Distressed-Debt and Insolvency-Related Representations

  • Represented wholesale grocer as a secured lender and vendor in a Midwest based bankruptcy where the wholesale grocer acquired ownership of approximately 44 stores through a sale approved in the Chapter 11 plan.
  • Obtained $3 million judgment and foreclosed multiple parcels of agricultural land in two separate Kansas counties.
  • Represented lender in successful staggered liquidation of herd of cattle worth more than $1 million.
  • Coordinated successful multi-state foreclosure action for agricultural properties worth approximately $1 million in Kansas and Oklahoma.

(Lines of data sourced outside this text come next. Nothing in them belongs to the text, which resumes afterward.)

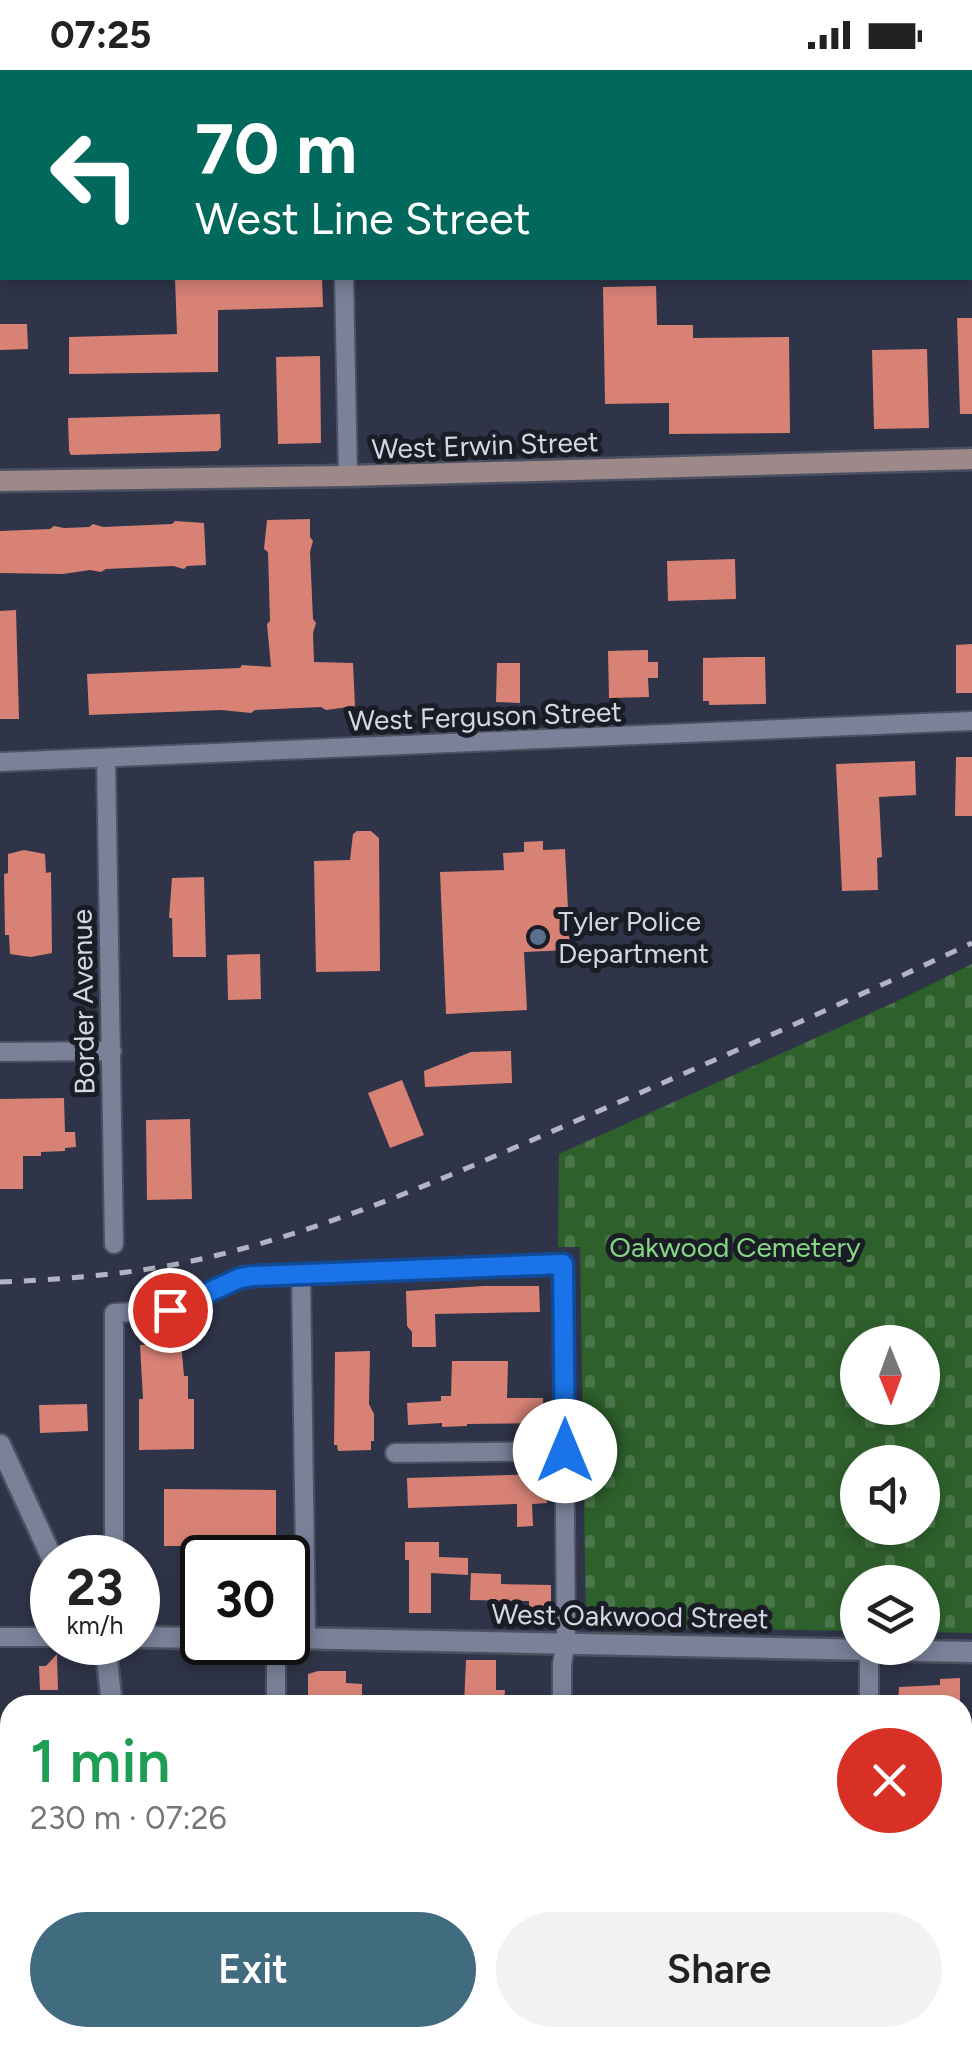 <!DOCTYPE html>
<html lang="en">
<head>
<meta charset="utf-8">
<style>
	body { margin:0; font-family:Figtree,sans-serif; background:#f2f2f2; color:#222; height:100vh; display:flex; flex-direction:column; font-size:38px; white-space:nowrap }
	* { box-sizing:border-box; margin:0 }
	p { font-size:32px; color:#767676 }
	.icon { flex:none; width:55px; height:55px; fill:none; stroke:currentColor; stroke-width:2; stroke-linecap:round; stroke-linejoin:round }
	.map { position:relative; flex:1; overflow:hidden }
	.panel { position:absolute; left:0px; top:1625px; width:972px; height:352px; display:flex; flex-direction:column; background:#fff; border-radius:30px 30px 0 0; box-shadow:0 5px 15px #0003 }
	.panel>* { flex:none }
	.banner { position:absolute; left:0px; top:0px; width:972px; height:210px; box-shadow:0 5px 15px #0003; background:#00695c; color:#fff; overflow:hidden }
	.needle { width:65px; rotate:179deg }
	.buttons { position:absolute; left:840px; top:1255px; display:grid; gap:20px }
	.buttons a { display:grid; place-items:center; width:100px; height:100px; border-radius:50%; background:#fff; box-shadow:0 5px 15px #0003; font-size:50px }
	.speed { position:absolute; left:30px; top:1465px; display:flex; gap:20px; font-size:50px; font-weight:700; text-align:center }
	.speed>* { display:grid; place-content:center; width:130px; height:130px; border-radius:50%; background:#fff; box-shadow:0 5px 15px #0003; line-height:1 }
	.speed small { font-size:25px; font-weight:400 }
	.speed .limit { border:5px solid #111; border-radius:15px; background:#fff; color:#111 }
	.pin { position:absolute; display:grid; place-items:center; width:85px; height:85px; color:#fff; margin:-42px; border:5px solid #fff; border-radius:50%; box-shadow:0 2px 10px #0007 }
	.me { position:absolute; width:110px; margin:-55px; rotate:0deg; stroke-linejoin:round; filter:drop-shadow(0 0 8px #0008) }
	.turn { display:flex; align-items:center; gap:35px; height:210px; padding:0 30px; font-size:45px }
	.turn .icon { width:130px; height:130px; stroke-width:2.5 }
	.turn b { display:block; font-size:70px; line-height:85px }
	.round { display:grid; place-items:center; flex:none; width:105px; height:105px; border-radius:52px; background:#f2f2f2 }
	.overview { display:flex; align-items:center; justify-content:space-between; height:170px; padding:0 30px }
	h1 { font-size:60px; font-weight:600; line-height:75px; color:#1e9e55 }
	.action { display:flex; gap:20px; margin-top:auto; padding:20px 30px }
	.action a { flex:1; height:115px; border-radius:60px; background:#416b7e; color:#fff; font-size:40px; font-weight:600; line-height:115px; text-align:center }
	.action a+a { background:#f2f2f2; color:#222 }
	.status { display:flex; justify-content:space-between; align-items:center; height:70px; padding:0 50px; background:#fff; direction:ltr }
	.status svg { height:28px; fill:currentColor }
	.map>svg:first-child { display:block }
	.cemetery { fill:url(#cemetery-stones); fill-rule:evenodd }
	.building { fill:#d88276 }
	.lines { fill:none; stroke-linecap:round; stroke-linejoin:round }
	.minor-casing { stroke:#4c5161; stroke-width:22 }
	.tertiary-casing { stroke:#4c5161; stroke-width:25 }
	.secondary-casing { stroke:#4c5161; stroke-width:25 }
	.minor { stroke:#7a8198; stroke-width:18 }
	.tertiary { stroke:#7a8198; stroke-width:20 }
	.secondary { stroke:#9e898a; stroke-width:20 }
	.rail { stroke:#b1b5c4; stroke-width:5; stroke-dasharray:12 12; stroke-linecap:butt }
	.route-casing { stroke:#114b97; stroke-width:25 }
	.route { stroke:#1a73e8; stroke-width:18 }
	.service-dot { fill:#5c6f8a; stroke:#1a1d26; stroke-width:4 }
	.labels { text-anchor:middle; stroke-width:10; stroke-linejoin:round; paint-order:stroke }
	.street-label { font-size:28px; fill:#d4d8e5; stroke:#1a1d26 }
	.poi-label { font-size:28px; fill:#d4d8e5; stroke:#1a1d26; text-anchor:start }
	.park-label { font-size:28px; fill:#87d683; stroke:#1a1d26 }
</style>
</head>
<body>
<div class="status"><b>07:25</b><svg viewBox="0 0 49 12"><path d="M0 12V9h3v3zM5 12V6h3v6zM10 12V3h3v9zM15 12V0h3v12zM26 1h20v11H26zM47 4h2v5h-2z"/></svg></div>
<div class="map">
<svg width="972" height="1977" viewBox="0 0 972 1977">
	<defs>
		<pattern id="cemetery-stones" width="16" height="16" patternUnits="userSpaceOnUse" patternTransform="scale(2.5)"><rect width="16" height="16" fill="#2e602c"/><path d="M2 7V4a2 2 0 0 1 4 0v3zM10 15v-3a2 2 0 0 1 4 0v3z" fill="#4b764a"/></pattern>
	</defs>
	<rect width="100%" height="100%" fill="#2f3448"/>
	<path class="cemetery" d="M 972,894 L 972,1563 L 923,1562 L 922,1512 L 858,1512 L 857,1561 L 586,1557 L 580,1177 L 558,1177 L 559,1084 L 893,933 ZM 858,1272 L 922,1272 L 922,1338 L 858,1338 ZM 858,1392 L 922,1392 L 922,1458 L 858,1458 Z"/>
	<path class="building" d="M 175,208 L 322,208 L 323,237 L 218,240 L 218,302 L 69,304 L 69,267 L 177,264 Z
		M 656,216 L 657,255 L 693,255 L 693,268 L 789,267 L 790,363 L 669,364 L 669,333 L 605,334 L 603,217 Z
		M 957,248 L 972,248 L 972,344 L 960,344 Z
		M 0,254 L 27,254 L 28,279 L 0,280 Z
		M 927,279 L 929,358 L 874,359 L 872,280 Z
		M 320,286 L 321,373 L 278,374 L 276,287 Z
		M 220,344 L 221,377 L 218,381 L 71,385 L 69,381 L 68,348 Z
		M 310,449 L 310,467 L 313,471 L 310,482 L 313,549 L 316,553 L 313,563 L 314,592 L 353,593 L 355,636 L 326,640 L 321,637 L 255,640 L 251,643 L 221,640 L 89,645 L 87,604 L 240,598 L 242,595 L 271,597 L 267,554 L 270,551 L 268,482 L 264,479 L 267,450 Z
		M 175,451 L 204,453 L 206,495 L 187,496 L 184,499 L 173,496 L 106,499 L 101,502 L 90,500 L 63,504 L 0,503 L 0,461 L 50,459 L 54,456 L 64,458 L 89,457 L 93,454 L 103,457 L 172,454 Z
		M 735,489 L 736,529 L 668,531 L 667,491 Z
		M 16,540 L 19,649 L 0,649 L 0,541 Z
		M 972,574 L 972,623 L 956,623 L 956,575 Z
		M 648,580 L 648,592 L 658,592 L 658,608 L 648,608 L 649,627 L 609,628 L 608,581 Z
		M 740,587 L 765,587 L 766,634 L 709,635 L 709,631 L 703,631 L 703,588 Z
		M 497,593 L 520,593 L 520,633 L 496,632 Z
		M 956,687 L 972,687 L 972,746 L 955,746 Z
		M 915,691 L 916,725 L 879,727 L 882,787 L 877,788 L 878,820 L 842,821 L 836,694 Z
		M 357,761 L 371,761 L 379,768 L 380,901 L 316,902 L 314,791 L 350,790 L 353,764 Z
		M 543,771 L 543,780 L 565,779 L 570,880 L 524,882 L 527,940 L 446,944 L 440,802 L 504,800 L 503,783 L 524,782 L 524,772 Z
		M 24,780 L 45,784 L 46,803 L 51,802 L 52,883 L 31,887 L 10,884 L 9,865 L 5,865 L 4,804 L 8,803 L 8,784 Z
		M 204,807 L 206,887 L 173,887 L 172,848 L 169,848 L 172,808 Z
		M 260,884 L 261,929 L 228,930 L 227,885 Z
		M 511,981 L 512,1013 L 425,1017 L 424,1001 L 471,982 Z
		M 402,1010 L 424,1065 L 390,1078 L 368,1023 Z
		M 64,1028 L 65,1062 L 75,1062 L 76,1077 L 65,1078 L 65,1081 L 41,1082 L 41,1086 L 23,1086 L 23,1119 L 0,1119 L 0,1029 Z
		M 190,1049 L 192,1129 L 147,1130 L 146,1050 Z
		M 484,1216 L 539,1216 L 540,1242 L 435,1244 L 436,1277 L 412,1277 L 412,1262 L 407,1256 L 406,1221 Z
		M 181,1273 L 184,1306 L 188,1306 L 188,1329 L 194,1329 L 194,1379 L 139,1380 L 139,1329 L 143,1329 L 140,1275 Z
		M 370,1281 L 369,1334 L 374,1344 L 374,1371 L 371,1371 L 371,1380 L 338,1381 L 337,1375 L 334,1375 L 335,1282 Z
		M 452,1291 L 508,1291 L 507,1328 L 543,1328 L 543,1350 L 540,1353 L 467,1354 L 467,1356 L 442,1357 L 442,1353 L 408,1355 L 407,1333 L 441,1331 L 441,1326 L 451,1326 Z
		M 87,1334 L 88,1361 L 40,1363 L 39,1335 Z
		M 545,1404 L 547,1433 L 532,1434 L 533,1456 L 517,1457 L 517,1434 L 408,1438 L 407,1408 Z
		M 164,1419 L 276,1420 L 276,1476 L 164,1476 Z
		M 405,1472 L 439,1472 L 439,1487 L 468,1488 L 468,1505 L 431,1503 L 431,1543 L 409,1543 L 409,1490 L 405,1490 Z
		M 471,1503 L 501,1504 L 501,1514 L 551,1515 L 551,1546 L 529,1545 L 529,1531 L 470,1530 Z
		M 57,1584 L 58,1620 L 40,1620 L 39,1596 L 46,1596 Z
		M 466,1590 L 496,1590 L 496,1620 L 505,1620 L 504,1635 L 464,1635 Z
		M 318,1601 L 346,1601 L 346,1613 L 362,1614 L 362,1635 L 341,1635 L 341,1631 L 308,1631 L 308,1604 Z
		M 960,1608 L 960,1635 L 898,1635 L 899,1617 L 940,1615 L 940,1609 Z"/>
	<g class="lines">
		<g class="minor-casing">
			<path id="minor" d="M 284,0 L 284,2
				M 726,0 L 726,2
				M 344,208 L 348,406
				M 106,689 L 114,1174
				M 0,692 L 972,651
				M 0,982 L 112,981
				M 301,1203 L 306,1567
				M 395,1383 L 565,1381
				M 114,1488 L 114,1243 L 170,1240 L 240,1208 L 252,1206 L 563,1194 L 566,1572 L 562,1594 L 562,1635
				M 0,1567 L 52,1567
				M 276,1572 L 276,1635
				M 869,1579 L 869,1635
				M 0,1917 L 10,1917
				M 280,1968 L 280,1977
				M 565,1968 L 566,1977
				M 872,1968 L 872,1977
				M 924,1977 L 972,1976"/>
		</g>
		<g class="tertiary-casing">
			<path id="tertiary" d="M 970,24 L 972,24
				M 0,99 L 2,99
				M 0,1375 L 52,1488
				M 138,1567 L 202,1568
				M 288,1568 L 972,1582
				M 105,1572 L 112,1635
				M 128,1968 L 128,1977"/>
		</g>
		<g class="secondary-casing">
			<path id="secondary" d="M 0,411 L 348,406 L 972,389"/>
		</g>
		<use href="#minor" class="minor"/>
		<use href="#tertiary" class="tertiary"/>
		<use href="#secondary" class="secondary"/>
		<path class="rail" d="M 0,1212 C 72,1209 147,1203 218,1185 C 347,1153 470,1097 592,1044 C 720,988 846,932 972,873"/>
	</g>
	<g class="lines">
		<g class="route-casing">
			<path id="route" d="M 170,1240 L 240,1208 L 252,1206 L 563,1194 L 565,1381"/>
		</g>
		<use href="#route" class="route"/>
	</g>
	<circle class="service-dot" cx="538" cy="867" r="10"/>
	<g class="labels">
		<g class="street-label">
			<text transform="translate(485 375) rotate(-2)" y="10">West Erwin Street</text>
			<text transform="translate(485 646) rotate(-2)" y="10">West Ferguson Street</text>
			<text transform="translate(83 932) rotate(-91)" y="10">Border Avenue</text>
			<text transform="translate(630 1546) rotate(1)" y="10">West Oakwood Street</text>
		</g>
		<g class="poi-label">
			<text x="558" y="861">Tyler Police<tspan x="558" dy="32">Department</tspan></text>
		</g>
		<g class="park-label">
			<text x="735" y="1187">Oakwood Cemetery</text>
		</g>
	</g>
</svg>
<div class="buttons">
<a><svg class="needle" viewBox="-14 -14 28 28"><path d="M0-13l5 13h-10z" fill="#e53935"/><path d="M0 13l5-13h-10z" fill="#767676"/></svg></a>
<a><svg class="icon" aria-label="sound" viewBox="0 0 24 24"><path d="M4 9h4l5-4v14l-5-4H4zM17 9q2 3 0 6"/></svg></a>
<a><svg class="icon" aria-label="layers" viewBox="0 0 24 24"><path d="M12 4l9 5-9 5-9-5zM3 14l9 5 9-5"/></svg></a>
</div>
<div class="speed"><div>23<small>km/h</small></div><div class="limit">30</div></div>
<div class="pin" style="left:170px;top:1240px;background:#d93025"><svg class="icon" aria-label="arrive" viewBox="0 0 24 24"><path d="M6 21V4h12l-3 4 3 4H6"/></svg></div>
<svg class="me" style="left:565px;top:1381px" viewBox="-20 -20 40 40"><circle r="19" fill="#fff"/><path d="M0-13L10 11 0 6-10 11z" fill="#1a73e8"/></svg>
<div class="banner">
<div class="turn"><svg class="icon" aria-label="left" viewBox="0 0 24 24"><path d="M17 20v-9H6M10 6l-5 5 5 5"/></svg><div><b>70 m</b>West Line Street</div></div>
</div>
<section class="panel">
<div class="overview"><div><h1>1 min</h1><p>230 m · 07:26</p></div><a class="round" style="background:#d93025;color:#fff"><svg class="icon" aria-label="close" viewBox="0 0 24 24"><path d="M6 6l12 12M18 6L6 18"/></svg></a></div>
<div class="action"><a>Exit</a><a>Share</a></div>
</section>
</div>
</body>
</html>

  • Represented large national bank as a defrauded lender in the George Young bankruptcy proceedings in Kansas City, Mo. Young perpetrated what was at the time the single largest cattle fraud scheme ever in the United States. Led negotiations for the defrauded investor group and its lenders and was instrumental in forging a global settlement with more than 50 stakeholders, resulting in a distribution and recovery for all creditors.
  • Defended national meat processor from claims seeking over $10 million in alleged preferential transfers ultimately settling the four matters for $100,000.
  • In matter of first impression in Delaware Bankruptcy Court, obtained ruling holding that a food processing client could offset its $2.6 million administrative expense claim against alleged preference liability.